Basses saturées, riffs sous adrénaline et flow tranchant comme une lame au néon : avec “The Villain!”, Jesus the Apollo transforme la rage intérieure en manifeste interstellaire – un cri de guerre pour ceux qu’on a trop souvent pris pour les méchants.
“The Villain!” est un genre d’initiation. Une plongée dans l’ombre, dans cette part de soi qu’on apprend à craindre avant d’en comprendre la puissance. Né dans l’underground mancunien, enregistré entre un home studio et Pirate Studios, le titre est un hybride féroce où le rap s’unit au pop-punk façon 2000s, dans une déflagration cinématographique digne d’un générique de film post-apocalyptique.

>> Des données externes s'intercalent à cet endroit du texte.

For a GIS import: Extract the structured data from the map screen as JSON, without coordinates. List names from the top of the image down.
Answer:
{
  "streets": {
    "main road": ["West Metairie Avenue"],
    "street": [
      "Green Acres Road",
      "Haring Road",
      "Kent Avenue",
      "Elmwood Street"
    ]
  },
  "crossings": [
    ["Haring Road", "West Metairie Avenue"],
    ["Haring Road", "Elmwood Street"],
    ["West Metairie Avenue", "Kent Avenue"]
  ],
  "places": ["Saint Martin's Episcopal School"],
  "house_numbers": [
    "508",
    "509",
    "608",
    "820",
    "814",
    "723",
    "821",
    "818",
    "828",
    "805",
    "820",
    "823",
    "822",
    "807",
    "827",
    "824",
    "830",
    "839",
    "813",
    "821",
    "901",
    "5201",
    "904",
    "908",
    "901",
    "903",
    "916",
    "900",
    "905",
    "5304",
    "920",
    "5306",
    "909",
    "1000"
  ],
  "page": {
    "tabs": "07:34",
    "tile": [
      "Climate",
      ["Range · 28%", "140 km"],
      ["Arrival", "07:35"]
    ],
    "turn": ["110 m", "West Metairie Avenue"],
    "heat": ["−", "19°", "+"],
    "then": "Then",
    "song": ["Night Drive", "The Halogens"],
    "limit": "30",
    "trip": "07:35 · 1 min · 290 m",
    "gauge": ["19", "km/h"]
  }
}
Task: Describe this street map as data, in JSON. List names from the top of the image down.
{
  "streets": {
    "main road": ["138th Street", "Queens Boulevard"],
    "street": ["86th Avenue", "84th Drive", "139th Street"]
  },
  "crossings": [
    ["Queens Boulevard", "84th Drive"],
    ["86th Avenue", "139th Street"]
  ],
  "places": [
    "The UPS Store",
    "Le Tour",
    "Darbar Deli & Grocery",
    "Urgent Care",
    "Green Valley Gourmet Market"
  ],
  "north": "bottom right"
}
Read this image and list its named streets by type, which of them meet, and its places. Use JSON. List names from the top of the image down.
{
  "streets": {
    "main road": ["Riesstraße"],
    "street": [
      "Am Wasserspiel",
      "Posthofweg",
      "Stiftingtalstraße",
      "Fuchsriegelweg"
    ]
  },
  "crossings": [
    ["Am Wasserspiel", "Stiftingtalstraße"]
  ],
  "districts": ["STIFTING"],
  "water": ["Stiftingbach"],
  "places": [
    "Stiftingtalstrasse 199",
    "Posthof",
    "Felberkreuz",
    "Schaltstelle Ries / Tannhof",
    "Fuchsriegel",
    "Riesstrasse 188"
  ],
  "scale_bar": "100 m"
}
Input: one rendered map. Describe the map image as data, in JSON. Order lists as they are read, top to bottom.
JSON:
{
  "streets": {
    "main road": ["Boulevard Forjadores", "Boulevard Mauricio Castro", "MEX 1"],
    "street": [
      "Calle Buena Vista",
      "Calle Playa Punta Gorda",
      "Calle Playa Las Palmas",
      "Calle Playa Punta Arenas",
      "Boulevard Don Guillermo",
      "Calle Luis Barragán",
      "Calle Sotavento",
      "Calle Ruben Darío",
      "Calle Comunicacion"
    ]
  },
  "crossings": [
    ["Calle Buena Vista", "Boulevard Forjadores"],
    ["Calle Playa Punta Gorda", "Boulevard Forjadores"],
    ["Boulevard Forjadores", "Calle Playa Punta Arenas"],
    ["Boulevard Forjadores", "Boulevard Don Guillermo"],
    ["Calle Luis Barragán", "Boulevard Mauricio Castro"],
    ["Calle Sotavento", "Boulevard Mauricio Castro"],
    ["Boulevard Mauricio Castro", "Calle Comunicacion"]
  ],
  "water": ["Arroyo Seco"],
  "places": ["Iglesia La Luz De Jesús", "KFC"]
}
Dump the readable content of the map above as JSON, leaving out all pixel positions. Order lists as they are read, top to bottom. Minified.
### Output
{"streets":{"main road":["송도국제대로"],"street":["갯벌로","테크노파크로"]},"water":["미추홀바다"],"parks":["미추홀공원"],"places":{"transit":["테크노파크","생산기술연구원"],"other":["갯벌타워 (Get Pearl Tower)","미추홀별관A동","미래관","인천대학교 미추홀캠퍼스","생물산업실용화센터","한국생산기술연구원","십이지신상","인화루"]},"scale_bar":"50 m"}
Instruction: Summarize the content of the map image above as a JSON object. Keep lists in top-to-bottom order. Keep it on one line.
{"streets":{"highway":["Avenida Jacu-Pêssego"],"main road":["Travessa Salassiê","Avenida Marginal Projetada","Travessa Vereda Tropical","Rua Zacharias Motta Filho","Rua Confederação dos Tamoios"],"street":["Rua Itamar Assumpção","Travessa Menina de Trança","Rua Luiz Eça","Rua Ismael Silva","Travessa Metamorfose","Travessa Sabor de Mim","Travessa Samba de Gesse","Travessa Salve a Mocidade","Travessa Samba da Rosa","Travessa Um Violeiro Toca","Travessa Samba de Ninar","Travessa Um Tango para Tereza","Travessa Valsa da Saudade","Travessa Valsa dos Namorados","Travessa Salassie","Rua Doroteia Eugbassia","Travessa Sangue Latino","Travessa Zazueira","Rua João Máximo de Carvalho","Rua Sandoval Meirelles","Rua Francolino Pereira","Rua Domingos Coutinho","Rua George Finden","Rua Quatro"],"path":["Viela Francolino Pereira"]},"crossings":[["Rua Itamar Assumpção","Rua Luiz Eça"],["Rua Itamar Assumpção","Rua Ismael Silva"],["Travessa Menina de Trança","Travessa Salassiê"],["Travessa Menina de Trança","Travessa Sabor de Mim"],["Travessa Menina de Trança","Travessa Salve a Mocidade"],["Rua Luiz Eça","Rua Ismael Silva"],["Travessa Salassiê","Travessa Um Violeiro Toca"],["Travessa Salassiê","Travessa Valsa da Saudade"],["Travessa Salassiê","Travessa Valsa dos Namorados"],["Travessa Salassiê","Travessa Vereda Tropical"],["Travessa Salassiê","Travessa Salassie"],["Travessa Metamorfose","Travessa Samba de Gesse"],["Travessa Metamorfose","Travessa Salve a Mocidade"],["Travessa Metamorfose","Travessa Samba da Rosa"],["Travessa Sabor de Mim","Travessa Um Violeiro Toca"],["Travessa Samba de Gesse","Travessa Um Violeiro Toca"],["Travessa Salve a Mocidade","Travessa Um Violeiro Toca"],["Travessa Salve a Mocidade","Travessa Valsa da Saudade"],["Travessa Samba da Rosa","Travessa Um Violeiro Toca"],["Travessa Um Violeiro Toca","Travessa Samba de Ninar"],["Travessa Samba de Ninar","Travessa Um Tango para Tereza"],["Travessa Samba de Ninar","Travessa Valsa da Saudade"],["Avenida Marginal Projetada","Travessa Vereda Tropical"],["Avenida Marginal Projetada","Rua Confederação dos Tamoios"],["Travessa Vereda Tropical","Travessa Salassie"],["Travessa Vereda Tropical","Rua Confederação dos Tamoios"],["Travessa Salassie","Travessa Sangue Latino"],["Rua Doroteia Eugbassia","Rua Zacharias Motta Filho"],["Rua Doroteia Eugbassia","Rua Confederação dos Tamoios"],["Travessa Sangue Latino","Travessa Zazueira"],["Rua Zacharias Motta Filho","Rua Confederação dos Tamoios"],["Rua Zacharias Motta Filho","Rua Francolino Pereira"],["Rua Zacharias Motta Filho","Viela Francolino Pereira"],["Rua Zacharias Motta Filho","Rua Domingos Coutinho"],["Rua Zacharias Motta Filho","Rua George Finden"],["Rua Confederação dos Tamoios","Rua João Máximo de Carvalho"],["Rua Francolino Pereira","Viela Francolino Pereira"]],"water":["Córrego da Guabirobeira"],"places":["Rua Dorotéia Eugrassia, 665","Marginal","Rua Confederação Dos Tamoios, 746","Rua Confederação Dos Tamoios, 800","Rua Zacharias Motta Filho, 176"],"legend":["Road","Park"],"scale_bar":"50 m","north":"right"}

Jesus the Apollo convoque les esprits de Hitchcock, Limp Bizkit et Sum 41 pour bâtir un son aussi nerveux que théâtral, où chaque punchline claque comme un montage à suspense. Les références pleuvent : Michael Myers, Thanos, Darth Vader — autant d’icônes de l’ombre que le rappeur réinvente à son image, non pas comme des monstres, mais comme des symboles d’affirmation de soi. Car ici, être le “vilain”, c’est oser ne plus plaire à tout le monde.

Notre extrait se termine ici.